8. Tag: Breivikeidet – Talvik (117.78km)

Wieder ein paar Rentiere gesehen. Aber sie haben nicht den Häufigkeitswert wie vor zwei Jahren. Ich denke an diese Sendung des SWR und frage mich, ob der Autor zur falschen Zeit im falschen Gebiet war. Mir sind die meisten Rentiere vor zwei Jahren, um diese Zeit wesentlich weiter südlich in Schweden begegnet.

Als ich 400 hm erklommen habe, sehe ich einen Fjord von wunderbarer Schönheit. Es gibt eine Stelle, wo man einen Reisebus abstellen könnte. Es kommt ein Bus und ich erwarte eigentlich, dass der Bus anhält und die Leute sich diese Schönheit betrachten. Der Bus fährt mit unverminderter Geschwindigkeit weiter. In diesem Moment wird mir klar, wie wenig ich diese Art des Reisens verstehe. Ebenso die Wohnmobile.

Die Wohnmobile fahren, solange das Wetter gut ist, langsamer durch die Gegend. Sobald es regnet, brettern sie an mir vorbei wie Alltagsverkehr.

Am Weg sehe ich ein Schild mit einem Plan, wo es Campingplätze gibt. Mehr als die Hälfte der Plätze ist ausgestrichen. Andererseits hat die Straßenbaubehörde an vielen Rastplätzen Hinweisschilder angebracht, diese Plätze wären nicht zum Campen da.

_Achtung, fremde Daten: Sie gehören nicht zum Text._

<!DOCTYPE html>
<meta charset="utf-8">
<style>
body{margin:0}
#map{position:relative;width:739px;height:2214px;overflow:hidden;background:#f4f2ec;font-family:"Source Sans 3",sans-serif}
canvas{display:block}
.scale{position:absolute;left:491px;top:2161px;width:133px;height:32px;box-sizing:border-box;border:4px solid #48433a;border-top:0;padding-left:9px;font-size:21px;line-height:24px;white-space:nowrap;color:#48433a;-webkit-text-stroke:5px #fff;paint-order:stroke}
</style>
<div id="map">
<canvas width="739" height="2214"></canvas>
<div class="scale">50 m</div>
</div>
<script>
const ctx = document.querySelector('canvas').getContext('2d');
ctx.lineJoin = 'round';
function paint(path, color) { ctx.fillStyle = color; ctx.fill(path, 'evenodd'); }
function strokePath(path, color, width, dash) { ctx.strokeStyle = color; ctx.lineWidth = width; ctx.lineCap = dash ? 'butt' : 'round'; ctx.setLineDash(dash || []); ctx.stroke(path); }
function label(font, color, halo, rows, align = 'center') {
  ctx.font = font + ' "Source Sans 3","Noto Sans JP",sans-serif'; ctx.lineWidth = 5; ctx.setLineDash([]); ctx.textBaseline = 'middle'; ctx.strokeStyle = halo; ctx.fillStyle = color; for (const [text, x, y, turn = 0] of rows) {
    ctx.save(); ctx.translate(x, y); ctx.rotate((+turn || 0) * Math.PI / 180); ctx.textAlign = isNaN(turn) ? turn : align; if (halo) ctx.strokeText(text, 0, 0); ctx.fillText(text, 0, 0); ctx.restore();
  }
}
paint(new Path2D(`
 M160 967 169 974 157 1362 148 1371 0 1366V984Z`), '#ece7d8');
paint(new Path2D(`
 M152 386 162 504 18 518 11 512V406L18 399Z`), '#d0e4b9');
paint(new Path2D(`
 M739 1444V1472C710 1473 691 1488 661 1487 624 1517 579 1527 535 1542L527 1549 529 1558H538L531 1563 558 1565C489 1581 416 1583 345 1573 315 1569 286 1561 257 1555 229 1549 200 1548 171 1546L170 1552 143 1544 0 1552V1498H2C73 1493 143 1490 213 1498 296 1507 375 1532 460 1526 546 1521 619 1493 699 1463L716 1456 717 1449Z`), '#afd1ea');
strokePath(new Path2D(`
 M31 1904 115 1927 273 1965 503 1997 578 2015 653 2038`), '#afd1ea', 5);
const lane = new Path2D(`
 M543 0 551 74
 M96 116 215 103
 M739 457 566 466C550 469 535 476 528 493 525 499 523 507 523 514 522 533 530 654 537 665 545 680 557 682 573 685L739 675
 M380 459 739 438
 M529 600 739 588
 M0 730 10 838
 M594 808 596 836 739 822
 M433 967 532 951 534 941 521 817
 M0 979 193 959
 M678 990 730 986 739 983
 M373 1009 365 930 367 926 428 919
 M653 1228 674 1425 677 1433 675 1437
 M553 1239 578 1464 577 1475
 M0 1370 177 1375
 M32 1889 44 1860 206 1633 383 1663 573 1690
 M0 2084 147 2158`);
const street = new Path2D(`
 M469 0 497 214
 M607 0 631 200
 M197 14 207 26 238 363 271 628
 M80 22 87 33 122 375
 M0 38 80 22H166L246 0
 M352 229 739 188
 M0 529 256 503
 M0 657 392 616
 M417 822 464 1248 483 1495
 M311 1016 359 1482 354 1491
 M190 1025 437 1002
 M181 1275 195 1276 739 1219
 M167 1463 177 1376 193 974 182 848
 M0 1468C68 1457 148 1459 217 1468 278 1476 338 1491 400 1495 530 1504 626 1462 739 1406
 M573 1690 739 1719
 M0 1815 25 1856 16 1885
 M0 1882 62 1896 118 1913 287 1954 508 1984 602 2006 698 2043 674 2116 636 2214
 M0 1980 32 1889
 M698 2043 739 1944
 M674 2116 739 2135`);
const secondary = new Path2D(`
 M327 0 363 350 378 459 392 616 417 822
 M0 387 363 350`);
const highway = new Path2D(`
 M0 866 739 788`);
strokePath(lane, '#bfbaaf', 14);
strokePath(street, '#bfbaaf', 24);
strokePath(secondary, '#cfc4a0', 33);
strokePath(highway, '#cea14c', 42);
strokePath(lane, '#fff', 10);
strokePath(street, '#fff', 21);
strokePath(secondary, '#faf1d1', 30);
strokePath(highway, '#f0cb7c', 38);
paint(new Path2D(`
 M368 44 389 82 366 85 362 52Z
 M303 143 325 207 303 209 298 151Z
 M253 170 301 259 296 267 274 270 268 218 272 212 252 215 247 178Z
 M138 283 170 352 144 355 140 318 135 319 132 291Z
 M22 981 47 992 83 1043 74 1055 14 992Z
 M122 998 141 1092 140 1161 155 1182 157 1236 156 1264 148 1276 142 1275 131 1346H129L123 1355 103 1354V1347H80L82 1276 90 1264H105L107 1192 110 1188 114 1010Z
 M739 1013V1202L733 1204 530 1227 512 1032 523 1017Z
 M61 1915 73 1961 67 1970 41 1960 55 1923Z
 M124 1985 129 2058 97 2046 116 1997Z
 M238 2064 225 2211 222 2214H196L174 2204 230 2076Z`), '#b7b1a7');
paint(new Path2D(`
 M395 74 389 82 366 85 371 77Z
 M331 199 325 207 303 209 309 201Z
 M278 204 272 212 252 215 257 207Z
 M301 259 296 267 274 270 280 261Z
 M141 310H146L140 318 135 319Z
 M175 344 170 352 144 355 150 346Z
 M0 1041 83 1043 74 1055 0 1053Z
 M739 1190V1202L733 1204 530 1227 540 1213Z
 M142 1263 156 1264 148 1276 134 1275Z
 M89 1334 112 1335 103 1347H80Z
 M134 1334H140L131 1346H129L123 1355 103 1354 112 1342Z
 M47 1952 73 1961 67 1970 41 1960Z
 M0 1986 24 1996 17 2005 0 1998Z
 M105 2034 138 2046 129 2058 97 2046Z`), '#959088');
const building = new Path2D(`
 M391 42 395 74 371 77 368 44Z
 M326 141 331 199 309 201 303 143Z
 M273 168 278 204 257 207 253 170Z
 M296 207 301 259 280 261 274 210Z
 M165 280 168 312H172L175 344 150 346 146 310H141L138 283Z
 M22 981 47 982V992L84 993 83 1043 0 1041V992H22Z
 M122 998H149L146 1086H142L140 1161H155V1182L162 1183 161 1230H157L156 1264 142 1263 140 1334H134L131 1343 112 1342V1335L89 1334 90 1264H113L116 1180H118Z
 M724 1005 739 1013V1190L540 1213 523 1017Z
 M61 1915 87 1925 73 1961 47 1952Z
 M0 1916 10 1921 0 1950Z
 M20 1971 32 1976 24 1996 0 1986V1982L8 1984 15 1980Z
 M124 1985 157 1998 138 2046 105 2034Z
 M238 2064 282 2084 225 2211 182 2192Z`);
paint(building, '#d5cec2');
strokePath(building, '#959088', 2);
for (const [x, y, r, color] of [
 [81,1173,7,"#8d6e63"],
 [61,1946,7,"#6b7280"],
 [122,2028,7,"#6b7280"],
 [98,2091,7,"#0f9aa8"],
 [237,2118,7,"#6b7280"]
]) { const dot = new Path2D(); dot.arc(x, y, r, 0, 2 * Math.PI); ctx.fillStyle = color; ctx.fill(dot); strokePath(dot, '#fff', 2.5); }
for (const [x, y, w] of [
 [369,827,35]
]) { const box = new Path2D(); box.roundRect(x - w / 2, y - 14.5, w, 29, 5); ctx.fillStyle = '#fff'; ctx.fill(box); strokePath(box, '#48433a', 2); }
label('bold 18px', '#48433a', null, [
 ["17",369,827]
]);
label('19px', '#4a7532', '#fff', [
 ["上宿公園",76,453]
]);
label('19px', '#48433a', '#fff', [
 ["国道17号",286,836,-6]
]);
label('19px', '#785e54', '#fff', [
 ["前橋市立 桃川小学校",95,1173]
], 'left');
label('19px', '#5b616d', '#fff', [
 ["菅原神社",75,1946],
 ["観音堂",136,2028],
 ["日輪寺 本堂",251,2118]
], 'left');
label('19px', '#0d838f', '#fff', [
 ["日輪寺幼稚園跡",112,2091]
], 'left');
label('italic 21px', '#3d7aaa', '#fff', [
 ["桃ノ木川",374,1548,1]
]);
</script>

Als ich nach dem Einkaufen meinen Treibstoff verpacke, sehe ich mir den Briefkasten vor meiner Nase genauer an und frage mich, warum Norwegen dort mit zwei Farben aufgeteilt wird. Rot sind die Gebiete, in die die Briefe nur einen Tag brauchen, die anderen sind blau. Das nördliche Nordnorwegen ist rot und die Umgebung, man höre und staue, von Oslo. Das restliche Norwegen muss länger warten.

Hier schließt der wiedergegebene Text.